27. September 2023, 11:45 Uhr | Lesezeit: 5 Minuten
Wir befinden uns an einer amerikanischen Highschool. Die nerdige Hauptfigur trägt eine große Brille und weite Kleidung, hat die Haare stets zusammengebunden und verzichtet auf Wimperntusche & Co. Dann folgt das Make-over: Die Brille wird gegen Kontaktlinsen eingetauscht, die Augenbrauen gezupft, die Haare gestylt und bei einer Shoppingtour wird die Garderobe einmal komplett neu eingekauft. Voilà! Aus dem hässlichen Entlein ist ein schöner Schwan geworden. Die Hauptdarstellerin hat ein „Glow up“ erhalten – und wird am Ende des Schuljahres natürlich doch noch zur Ballkönigin gewählt und kommt mit dem Star der Football-Mannschaft zusammen.

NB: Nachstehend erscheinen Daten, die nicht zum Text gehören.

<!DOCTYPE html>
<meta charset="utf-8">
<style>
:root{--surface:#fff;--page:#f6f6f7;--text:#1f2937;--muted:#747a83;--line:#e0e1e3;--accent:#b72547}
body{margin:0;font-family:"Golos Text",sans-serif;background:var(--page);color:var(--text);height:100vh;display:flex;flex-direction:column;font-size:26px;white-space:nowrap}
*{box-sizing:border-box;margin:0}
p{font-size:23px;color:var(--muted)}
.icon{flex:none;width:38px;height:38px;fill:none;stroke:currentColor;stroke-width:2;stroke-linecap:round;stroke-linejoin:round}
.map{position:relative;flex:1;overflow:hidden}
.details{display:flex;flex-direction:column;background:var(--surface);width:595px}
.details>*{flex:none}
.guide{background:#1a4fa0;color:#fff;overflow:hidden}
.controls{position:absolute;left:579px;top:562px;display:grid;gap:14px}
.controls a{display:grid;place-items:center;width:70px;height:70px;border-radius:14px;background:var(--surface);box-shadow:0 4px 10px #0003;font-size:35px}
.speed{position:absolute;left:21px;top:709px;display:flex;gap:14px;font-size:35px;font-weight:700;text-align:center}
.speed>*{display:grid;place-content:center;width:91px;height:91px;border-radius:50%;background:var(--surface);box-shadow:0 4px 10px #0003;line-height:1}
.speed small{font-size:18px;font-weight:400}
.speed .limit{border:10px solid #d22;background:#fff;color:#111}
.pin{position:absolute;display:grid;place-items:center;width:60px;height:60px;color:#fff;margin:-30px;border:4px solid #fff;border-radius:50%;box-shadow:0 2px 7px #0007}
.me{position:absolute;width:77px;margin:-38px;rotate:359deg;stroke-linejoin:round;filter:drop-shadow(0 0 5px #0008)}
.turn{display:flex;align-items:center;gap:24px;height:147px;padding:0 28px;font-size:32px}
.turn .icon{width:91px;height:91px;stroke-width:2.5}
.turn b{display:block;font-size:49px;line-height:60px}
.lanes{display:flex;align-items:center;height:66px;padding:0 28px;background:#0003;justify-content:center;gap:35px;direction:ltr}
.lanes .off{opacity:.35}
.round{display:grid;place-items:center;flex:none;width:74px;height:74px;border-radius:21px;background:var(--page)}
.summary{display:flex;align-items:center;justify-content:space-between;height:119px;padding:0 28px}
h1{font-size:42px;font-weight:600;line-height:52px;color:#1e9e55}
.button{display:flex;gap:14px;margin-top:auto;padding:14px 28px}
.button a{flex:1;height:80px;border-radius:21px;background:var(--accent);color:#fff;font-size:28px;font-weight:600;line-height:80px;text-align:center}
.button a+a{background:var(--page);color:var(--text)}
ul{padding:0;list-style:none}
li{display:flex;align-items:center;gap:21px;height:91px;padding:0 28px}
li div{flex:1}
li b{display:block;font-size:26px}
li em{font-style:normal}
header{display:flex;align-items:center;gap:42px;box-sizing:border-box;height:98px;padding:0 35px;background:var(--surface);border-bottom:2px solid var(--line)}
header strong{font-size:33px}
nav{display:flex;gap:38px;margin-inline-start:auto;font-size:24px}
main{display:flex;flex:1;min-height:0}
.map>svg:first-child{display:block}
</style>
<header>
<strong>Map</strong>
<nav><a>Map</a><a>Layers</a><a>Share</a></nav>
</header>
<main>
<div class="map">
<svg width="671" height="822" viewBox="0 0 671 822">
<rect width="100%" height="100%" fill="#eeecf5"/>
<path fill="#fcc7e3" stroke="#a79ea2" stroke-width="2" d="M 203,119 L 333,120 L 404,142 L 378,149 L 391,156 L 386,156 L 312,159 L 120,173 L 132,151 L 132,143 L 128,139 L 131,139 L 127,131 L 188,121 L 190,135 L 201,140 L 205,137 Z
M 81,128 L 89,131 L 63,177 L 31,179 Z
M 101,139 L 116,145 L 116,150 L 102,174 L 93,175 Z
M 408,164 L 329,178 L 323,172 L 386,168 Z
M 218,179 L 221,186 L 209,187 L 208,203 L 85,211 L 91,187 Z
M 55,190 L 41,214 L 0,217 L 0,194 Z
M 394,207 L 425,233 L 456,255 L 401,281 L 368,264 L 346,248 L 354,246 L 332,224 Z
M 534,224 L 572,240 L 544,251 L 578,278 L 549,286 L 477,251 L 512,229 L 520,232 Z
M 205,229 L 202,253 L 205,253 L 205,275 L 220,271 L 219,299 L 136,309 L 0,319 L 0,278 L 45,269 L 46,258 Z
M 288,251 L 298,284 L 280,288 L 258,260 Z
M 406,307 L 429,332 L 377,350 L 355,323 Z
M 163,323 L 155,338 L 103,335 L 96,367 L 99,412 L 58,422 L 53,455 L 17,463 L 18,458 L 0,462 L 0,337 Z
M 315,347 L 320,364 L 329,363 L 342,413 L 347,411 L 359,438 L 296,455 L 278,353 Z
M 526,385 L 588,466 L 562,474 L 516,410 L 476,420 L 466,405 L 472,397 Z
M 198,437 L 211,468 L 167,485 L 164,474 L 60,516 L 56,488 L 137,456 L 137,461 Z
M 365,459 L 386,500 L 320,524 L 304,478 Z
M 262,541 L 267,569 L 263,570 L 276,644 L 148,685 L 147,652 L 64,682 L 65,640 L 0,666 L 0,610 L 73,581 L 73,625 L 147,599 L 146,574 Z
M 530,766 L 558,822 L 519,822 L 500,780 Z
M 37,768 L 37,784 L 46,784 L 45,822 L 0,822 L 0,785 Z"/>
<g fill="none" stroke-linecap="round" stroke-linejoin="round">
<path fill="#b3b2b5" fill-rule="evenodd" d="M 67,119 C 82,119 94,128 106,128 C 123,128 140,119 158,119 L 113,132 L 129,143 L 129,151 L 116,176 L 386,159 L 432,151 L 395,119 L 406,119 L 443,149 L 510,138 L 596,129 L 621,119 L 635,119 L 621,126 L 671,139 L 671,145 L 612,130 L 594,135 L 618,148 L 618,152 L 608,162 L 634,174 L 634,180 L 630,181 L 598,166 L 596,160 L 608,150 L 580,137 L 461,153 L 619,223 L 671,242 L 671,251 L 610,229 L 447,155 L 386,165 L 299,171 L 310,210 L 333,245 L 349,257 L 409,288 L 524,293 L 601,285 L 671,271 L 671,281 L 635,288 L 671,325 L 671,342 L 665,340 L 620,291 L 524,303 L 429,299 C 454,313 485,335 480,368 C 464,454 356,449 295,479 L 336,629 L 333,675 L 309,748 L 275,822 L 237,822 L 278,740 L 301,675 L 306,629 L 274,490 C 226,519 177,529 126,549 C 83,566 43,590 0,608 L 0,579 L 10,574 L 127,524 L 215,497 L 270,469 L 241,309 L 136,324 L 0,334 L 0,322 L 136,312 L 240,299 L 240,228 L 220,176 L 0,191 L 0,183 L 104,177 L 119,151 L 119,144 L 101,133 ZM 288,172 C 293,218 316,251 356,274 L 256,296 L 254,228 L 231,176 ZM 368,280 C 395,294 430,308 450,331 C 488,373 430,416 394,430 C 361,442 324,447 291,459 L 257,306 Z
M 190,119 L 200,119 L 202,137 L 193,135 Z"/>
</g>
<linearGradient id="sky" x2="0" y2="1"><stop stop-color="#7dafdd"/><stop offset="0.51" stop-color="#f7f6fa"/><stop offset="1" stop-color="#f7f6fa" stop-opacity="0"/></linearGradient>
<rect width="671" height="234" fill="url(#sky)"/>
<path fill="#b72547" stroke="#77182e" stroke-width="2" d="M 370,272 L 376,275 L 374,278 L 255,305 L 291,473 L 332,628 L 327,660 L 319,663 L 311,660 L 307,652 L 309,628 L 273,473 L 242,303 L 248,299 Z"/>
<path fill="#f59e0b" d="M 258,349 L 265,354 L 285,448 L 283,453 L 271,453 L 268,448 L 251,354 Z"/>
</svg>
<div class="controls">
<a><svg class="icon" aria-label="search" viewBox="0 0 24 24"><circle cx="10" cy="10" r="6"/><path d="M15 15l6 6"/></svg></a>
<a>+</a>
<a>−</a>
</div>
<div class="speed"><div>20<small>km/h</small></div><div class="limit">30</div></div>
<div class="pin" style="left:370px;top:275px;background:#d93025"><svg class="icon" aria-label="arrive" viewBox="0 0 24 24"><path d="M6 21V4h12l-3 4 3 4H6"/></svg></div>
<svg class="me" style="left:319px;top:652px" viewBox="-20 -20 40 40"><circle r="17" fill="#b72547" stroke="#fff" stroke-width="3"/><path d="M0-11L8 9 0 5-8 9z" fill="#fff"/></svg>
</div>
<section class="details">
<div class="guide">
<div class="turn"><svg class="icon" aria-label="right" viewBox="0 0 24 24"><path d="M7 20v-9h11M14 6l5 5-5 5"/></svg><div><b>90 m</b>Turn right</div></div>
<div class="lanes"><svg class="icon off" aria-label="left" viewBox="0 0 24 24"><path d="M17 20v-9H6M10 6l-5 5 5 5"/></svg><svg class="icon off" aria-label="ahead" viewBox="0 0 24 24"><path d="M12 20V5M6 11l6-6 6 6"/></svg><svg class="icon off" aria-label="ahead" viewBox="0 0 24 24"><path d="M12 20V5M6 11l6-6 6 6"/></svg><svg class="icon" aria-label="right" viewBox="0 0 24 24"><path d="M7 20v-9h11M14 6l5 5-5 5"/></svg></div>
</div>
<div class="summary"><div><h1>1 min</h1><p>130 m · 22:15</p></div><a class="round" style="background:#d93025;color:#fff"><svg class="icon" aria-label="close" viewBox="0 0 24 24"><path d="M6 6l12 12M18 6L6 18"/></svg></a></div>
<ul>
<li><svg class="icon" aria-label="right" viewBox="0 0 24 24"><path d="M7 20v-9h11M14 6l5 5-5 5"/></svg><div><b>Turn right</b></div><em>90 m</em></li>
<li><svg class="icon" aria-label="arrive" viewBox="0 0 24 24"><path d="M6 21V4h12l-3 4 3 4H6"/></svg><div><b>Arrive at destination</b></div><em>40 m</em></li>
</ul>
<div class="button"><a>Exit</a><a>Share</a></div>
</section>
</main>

Was wir aus kitschigen Teenie-Filmen kennen, mausert sich als TikTok-Trend immer öfter einen Weg in unseren Alltag. Schließlich möchte jeder seinen „Glow up“ erleben – und einfach eines Tages als die beste Version seiner selbst aufwachen, oder nicht? Was auf den ersten Blick harmlos oder vielleicht sogar erstrebenswert erscheint, kann jedoch ein ungesundes Selbstbild fördern.
Übersicht
Was bedeutet „Glow up“?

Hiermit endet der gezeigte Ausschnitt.